**Assignment**: Lines holding the string "place" are the ones to copy; find them all in the data.

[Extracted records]
-- Opening Marker --

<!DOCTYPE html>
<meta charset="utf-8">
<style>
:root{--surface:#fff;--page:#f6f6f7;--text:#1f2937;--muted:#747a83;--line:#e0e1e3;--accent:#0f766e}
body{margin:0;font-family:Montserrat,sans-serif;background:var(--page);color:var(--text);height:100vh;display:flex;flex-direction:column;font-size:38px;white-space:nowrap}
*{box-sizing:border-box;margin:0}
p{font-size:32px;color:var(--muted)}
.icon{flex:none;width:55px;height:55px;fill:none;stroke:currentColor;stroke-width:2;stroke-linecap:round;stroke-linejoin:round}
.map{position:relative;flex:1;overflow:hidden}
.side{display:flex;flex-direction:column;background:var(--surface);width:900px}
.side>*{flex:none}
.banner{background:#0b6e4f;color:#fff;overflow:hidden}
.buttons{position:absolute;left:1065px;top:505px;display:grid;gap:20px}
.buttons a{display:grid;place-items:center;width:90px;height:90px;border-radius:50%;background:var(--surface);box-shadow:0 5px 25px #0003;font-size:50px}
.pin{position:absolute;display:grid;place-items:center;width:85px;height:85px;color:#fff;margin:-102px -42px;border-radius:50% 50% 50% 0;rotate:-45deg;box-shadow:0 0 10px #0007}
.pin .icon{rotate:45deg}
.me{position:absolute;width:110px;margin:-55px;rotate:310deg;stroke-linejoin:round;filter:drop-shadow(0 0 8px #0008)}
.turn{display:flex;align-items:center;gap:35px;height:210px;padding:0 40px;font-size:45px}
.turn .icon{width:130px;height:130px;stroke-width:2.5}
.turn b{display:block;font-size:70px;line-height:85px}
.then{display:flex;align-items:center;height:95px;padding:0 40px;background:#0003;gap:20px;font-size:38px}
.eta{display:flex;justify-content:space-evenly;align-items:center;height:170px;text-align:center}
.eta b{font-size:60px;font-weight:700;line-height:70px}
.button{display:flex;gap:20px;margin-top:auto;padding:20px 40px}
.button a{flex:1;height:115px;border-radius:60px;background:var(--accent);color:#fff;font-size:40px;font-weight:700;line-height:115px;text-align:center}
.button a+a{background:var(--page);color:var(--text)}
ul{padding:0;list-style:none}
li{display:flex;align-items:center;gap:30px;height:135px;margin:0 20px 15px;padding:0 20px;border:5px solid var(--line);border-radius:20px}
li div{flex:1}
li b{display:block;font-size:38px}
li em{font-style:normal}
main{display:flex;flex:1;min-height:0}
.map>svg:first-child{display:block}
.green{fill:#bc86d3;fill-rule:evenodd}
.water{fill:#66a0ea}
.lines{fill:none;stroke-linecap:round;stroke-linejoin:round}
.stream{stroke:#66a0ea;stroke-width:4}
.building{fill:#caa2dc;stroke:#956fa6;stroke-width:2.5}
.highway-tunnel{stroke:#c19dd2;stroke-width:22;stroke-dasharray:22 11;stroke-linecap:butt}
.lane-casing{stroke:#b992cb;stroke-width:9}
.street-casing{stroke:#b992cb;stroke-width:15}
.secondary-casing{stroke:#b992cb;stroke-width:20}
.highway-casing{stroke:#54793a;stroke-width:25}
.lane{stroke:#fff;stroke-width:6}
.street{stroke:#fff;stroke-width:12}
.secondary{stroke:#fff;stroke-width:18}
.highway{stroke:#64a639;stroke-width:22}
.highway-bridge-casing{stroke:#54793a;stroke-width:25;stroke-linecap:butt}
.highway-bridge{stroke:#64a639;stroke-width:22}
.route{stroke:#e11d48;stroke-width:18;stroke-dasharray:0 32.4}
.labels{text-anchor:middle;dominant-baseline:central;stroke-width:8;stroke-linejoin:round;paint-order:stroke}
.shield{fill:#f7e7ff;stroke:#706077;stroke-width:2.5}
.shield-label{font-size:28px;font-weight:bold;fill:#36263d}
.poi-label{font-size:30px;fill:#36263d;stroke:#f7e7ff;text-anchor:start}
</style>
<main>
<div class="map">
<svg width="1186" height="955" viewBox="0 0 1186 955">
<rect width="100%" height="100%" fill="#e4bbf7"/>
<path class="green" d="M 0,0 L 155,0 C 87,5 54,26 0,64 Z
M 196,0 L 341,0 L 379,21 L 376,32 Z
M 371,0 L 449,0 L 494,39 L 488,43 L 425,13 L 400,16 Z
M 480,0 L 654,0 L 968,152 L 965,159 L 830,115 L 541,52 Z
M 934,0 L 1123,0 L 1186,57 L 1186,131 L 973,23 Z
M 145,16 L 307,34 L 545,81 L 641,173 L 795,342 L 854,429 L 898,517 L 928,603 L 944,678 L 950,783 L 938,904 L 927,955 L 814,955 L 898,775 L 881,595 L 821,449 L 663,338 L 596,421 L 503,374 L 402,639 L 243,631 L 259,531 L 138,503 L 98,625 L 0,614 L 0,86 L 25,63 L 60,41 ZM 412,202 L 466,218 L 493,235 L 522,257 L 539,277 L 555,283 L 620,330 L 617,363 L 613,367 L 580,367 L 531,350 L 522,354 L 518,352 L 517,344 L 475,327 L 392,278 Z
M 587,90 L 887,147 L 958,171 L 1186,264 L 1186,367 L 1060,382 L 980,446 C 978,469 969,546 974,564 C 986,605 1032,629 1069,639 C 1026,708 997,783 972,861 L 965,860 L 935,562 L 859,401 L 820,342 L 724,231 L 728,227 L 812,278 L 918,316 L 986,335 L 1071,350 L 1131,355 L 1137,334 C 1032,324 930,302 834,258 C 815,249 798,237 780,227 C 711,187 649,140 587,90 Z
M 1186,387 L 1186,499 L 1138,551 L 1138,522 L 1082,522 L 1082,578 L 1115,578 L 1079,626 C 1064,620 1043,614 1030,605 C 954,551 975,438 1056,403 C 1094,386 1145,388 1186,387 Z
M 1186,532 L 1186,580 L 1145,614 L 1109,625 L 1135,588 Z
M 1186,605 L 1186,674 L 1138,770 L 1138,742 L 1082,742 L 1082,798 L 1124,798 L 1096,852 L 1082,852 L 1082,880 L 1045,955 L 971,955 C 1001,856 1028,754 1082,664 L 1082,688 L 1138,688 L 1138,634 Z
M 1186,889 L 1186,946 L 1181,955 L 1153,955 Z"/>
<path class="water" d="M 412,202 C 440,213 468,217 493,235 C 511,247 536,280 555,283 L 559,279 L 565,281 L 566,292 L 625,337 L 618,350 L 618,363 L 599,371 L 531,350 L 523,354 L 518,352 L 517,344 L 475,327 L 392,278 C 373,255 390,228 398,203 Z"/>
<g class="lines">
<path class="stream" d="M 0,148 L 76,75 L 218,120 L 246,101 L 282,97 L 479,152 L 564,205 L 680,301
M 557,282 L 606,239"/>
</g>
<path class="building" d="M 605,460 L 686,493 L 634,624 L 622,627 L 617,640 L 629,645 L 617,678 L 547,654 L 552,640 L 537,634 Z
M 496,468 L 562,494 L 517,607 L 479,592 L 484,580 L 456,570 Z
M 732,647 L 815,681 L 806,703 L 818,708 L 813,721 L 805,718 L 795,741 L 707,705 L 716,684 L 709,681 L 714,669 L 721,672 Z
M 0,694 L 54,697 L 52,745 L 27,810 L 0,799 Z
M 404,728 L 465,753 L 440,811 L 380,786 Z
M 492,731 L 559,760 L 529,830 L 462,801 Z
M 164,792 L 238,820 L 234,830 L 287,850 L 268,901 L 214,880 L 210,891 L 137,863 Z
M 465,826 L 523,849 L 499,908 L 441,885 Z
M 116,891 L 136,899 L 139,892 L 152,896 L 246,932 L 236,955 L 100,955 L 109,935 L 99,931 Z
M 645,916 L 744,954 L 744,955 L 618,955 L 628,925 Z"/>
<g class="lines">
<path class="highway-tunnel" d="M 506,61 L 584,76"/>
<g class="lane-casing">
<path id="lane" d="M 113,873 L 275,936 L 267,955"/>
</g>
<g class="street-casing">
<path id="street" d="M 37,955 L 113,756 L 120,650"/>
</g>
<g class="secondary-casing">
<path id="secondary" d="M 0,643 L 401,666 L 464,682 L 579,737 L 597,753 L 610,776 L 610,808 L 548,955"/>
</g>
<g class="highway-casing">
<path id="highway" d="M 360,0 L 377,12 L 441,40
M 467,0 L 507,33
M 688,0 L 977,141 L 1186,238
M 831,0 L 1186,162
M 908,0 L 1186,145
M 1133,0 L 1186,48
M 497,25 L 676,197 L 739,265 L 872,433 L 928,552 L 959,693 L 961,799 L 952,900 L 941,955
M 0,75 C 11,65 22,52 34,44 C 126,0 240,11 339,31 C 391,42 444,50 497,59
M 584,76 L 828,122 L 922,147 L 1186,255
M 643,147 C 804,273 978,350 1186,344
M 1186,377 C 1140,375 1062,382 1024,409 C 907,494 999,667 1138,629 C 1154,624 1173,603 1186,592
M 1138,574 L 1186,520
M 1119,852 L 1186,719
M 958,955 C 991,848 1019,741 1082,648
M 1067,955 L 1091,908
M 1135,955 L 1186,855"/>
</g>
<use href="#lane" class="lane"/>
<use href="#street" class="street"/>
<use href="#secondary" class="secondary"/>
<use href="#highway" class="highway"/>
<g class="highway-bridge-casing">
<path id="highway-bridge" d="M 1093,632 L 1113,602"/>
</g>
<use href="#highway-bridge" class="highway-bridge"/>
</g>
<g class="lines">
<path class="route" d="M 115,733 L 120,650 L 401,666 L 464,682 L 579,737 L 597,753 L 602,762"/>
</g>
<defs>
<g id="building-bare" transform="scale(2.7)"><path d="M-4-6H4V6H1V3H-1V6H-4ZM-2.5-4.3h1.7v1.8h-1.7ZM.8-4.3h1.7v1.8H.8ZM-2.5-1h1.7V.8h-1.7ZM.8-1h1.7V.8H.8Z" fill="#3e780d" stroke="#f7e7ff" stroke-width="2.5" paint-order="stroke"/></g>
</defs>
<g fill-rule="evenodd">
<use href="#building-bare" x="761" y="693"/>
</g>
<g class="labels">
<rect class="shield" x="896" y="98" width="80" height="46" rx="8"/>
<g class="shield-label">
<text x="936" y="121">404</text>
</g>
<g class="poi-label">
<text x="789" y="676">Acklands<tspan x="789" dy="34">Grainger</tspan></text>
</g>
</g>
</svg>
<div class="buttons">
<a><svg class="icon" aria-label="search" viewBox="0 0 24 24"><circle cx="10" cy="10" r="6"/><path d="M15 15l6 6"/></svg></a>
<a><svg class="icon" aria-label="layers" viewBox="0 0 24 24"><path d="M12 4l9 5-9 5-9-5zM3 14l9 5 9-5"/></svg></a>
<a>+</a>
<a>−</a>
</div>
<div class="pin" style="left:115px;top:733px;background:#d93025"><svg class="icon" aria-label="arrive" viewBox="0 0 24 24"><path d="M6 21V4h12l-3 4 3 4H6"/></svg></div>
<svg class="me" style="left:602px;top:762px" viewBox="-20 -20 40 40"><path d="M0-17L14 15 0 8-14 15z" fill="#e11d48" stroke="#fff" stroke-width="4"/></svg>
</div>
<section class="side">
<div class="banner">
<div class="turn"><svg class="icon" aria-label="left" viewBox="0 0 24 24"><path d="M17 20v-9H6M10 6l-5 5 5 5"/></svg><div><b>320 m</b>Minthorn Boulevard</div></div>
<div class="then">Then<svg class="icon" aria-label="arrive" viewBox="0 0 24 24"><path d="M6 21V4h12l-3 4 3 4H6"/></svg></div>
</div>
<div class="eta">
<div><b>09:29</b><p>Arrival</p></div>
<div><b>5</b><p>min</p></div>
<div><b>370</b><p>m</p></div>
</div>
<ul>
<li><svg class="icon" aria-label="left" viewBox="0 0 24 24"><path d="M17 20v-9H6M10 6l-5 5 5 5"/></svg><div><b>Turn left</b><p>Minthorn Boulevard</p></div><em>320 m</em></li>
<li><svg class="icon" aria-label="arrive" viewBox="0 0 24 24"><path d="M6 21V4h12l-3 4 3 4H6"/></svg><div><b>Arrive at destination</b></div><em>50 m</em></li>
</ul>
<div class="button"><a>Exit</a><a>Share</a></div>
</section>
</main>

-- Closing Marker --

**Solution for this exercise**:
.buttons a{display:grid;place-items:center;width:90px;height:90px;border-radius:50%;background:var(--surface);box-shadow:0 5px 25px #0003;font-size:50px}
.pin{position:absolute;display:grid;place-items:center;width:85px;height:85px;color:#fff;margin:-102px -42px;border-radius:50% 50% 50% 0;rotate:-45deg;box-shadow:0 0 10px #0007}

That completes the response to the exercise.